Lines from the first one down to the one containing "Extract the structured data from the street map above" in the data below are the only ones needed; please return them exactly, both ends included.
:: RECORD EXCERPTS
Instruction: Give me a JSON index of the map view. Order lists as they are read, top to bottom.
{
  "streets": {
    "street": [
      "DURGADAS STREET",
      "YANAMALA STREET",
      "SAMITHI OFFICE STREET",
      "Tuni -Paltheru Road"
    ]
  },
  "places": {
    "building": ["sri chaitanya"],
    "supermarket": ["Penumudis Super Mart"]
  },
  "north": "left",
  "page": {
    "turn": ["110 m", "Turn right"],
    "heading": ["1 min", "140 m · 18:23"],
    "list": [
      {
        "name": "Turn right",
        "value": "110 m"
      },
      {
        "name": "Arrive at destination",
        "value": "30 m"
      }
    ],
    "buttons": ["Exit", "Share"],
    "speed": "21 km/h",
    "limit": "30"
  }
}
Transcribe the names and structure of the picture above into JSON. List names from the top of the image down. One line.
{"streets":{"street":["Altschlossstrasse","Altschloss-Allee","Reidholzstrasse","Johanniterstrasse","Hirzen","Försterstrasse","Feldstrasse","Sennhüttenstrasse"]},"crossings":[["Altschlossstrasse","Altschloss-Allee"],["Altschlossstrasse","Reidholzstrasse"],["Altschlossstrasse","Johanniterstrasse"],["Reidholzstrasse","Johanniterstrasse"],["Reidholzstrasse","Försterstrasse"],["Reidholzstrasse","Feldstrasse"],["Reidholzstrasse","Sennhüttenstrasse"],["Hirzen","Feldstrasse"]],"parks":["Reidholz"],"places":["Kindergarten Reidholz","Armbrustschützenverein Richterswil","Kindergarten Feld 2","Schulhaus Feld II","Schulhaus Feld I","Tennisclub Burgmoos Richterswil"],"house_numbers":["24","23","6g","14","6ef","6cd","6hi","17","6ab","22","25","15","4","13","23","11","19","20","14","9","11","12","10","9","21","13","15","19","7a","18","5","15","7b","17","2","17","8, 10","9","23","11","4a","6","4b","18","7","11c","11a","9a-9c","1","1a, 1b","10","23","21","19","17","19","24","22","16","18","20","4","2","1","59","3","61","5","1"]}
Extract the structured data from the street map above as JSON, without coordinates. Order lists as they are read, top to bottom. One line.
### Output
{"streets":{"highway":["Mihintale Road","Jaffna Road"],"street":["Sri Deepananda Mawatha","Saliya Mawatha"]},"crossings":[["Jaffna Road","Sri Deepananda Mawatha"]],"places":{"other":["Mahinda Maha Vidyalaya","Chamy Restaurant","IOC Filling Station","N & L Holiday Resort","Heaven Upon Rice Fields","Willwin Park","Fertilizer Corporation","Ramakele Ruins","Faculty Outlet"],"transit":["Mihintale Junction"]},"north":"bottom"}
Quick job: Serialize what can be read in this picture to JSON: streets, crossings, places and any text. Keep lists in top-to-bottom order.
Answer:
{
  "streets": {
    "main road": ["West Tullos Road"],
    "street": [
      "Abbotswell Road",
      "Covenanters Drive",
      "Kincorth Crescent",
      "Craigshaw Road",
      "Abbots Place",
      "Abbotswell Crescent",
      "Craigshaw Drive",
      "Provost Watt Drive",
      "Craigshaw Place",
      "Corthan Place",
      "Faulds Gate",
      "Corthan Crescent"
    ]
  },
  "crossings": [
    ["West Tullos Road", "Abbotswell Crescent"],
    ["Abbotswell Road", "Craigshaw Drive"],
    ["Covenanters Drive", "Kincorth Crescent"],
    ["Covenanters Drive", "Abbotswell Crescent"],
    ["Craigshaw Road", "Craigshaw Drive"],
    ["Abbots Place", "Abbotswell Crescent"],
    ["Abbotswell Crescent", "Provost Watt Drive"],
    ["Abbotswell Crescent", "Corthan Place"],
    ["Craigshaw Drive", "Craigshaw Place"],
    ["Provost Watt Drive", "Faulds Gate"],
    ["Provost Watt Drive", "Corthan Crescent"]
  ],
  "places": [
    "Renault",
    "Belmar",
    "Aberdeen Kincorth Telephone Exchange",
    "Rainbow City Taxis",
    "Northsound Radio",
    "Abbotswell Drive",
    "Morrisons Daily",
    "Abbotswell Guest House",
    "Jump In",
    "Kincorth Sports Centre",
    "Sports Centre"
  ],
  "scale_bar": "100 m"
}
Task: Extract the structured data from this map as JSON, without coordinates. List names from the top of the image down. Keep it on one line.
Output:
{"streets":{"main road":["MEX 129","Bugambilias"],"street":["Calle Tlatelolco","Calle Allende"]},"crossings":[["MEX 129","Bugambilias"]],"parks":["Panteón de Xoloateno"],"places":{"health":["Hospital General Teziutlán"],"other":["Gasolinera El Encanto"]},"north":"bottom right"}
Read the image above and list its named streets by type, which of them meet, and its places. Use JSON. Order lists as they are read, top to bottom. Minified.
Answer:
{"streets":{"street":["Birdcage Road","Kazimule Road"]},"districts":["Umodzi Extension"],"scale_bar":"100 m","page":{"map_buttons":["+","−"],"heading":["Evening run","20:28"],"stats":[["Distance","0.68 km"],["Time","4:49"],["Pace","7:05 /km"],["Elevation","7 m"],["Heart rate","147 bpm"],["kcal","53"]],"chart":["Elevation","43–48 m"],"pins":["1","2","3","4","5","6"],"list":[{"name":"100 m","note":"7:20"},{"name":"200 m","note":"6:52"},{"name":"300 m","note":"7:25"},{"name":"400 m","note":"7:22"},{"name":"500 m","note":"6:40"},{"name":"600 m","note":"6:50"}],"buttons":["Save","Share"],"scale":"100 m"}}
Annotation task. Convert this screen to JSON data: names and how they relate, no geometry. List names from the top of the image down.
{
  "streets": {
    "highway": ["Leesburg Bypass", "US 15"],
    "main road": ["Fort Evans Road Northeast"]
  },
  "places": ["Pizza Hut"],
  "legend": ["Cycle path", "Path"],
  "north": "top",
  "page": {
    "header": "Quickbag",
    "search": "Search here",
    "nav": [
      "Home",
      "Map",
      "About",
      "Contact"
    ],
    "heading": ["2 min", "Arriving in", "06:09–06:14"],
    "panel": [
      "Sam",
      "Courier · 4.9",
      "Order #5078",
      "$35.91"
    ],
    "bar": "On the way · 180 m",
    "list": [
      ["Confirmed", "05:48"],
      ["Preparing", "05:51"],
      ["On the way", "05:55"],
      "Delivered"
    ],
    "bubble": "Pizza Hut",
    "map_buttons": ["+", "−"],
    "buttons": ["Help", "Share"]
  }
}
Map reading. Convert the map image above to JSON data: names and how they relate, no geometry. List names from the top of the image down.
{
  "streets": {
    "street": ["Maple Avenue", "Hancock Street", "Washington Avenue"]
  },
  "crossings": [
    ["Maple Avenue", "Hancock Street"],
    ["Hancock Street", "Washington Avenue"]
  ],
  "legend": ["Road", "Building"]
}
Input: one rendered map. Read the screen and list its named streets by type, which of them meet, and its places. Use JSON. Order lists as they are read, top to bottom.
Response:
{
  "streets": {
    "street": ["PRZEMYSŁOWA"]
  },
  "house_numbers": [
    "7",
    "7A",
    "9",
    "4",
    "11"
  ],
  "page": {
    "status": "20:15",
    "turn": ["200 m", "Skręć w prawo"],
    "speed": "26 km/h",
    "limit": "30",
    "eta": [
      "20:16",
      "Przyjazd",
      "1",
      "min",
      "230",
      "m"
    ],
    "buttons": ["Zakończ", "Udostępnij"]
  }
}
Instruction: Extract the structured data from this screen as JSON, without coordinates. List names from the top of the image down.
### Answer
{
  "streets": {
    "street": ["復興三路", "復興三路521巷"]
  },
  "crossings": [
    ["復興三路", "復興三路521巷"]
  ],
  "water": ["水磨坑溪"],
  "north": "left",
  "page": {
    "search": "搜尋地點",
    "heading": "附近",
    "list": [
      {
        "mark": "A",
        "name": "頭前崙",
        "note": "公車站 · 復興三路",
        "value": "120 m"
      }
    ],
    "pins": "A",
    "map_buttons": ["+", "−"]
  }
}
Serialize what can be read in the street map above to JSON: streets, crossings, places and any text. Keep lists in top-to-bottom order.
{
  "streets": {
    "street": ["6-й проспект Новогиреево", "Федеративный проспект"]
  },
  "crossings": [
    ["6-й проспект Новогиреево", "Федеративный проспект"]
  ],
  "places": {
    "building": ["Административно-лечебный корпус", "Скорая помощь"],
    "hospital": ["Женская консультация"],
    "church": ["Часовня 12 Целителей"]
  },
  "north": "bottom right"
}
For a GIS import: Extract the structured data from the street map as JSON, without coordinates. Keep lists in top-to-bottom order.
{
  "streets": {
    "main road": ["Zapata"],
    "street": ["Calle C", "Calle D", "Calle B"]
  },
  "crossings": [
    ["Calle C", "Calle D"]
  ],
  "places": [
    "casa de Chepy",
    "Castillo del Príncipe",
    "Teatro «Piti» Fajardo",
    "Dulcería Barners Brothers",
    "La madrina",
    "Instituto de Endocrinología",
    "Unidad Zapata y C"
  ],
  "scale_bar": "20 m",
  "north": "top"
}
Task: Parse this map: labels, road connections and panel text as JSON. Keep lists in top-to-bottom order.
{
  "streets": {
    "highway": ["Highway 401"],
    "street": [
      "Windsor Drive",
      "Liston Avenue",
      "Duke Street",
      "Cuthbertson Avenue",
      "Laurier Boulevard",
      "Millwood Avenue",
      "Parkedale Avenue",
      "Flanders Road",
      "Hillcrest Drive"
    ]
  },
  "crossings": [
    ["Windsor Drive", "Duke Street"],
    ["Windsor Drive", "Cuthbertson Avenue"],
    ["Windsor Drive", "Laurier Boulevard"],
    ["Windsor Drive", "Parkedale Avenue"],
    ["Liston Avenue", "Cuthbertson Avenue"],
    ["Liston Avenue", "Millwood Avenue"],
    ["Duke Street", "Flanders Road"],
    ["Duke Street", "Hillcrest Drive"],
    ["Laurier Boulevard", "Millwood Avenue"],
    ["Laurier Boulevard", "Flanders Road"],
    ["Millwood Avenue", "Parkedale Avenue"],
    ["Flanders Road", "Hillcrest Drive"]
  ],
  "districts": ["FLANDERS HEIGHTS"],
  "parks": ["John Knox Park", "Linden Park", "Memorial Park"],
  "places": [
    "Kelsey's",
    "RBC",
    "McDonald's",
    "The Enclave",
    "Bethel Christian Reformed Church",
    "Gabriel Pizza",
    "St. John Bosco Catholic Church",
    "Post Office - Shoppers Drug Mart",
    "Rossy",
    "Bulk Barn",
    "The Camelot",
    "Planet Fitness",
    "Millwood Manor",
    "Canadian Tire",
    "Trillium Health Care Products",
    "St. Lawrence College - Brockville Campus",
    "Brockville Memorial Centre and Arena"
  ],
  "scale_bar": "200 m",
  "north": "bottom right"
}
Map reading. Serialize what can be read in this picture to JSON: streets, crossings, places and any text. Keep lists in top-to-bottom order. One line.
::::
TASK RESULT ::
Instruction: Give me a JSON index of the map view. Order lists as they are read, top to bottom.
{
  "streets": {
    "street": [
      "DURGADAS STREET",
      "YANAMALA STREET",
      "SAMITHI OFFICE STREET",
      "Tuni -Paltheru Road"
    ]
  },
  "places": {
    "building": ["sri chaitanya"],
    "supermarket": ["Penumudis Super Mart"]
  },
  "north": "left",
  "page": {
    "turn": ["110 m", "Turn right"],
    "heading": ["1 min", "140 m · 18:23"],
    "list": [
      {
        "name": "Turn right",
        "value": "110 m"
      },
      {
        "name": "Arrive at destination",
        "value": "30 m"
      }
    ],
    "buttons": ["Exit", "Share"],
    "speed": "21 km/h",
    "limit": "30"
  }
}
Transcribe the names and structure of the picture above into JSON. List names from the top of the image down. One line.
{"streets":{"street":["Altschlossstrasse","Altschloss-Allee","Reidholzstrasse","Johanniterstrasse","Hirzen","Försterstrasse","Feldstrasse","Sennhüttenstrasse"]},"crossings":[["Altschlossstrasse","Altschloss-Allee"],["Altschlossstrasse","Reidholzstrasse"],["Altschlossstrasse","Johanniterstrasse"],["Reidholzstrasse","Johanniterstrasse"],["Reidholzstrasse","Försterstrasse"],["Reidholzstrasse","Feldstrasse"],["Reidholzstrasse","Sennhüttenstrasse"],["Hirzen","Feldstrasse"]],"parks":["Reidholz"],"places":["Kindergarten Reidholz","Armbrustschützenverein Richterswil","Kindergarten Feld 2","Schulhaus Feld II","Schulhaus Feld I","Tennisclub Burgmoos Richterswil"],"house_numbers":["24","23","6g","14","6ef","6cd","6hi","17","6ab","22","25","15","4","13","23","11","19","20","14","9","11","12","10","9","21","13","15","19","7a","18","5","15","7b","17","2","17","8, 10","9","23","11","4a","6","4b","18","7","11c","11a","9a-9c","1","1a, 1b","10","23","21","19","17","19","24","22","16","18","20","4","2","1","59","3","61","5","1"]}
Extract the structured data from the street map above as JSON, without coordinates. Order lists as they are read, top to bottom. One line.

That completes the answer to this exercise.